**What this task involves:**
Read the lines of the data below and retrieve those with "AVENUE".

____

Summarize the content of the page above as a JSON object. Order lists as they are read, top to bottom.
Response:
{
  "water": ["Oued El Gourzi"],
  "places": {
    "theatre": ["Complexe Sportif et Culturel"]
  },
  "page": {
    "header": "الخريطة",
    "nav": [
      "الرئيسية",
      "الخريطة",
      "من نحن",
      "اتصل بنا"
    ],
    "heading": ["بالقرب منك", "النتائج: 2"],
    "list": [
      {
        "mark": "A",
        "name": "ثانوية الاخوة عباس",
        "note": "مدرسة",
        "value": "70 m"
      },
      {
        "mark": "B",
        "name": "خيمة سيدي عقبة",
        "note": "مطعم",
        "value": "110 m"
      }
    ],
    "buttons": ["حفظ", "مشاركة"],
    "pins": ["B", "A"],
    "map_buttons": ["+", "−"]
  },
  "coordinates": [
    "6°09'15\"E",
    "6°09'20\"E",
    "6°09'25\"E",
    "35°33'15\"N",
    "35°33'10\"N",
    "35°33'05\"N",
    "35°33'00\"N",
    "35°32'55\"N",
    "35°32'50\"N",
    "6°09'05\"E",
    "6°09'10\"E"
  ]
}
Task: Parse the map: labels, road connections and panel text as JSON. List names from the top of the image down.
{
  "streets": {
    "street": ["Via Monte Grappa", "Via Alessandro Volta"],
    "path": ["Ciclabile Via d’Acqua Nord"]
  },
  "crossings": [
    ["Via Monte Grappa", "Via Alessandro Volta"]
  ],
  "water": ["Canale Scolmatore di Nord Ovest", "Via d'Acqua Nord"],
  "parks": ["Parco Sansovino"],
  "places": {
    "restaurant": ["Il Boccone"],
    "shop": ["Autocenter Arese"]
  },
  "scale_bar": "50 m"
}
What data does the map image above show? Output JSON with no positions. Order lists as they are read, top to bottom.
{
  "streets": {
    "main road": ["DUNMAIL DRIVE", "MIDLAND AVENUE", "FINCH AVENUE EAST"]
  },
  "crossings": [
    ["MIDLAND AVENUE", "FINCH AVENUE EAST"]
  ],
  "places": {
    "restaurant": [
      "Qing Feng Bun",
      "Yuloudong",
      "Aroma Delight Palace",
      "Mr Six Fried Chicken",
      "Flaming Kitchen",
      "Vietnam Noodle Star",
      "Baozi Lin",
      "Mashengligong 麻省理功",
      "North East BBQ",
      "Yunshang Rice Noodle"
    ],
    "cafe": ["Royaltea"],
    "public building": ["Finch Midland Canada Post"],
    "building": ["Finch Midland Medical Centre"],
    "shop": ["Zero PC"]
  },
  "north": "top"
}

____

**Exercise answer:**
    "main road": ["DUNMAIL DRIVE", "MIDLAND AVENUE", "FINCH AVENUE EAST"]
    ["MIDLAND AVENUE", "FINCH AVENUE EAST"]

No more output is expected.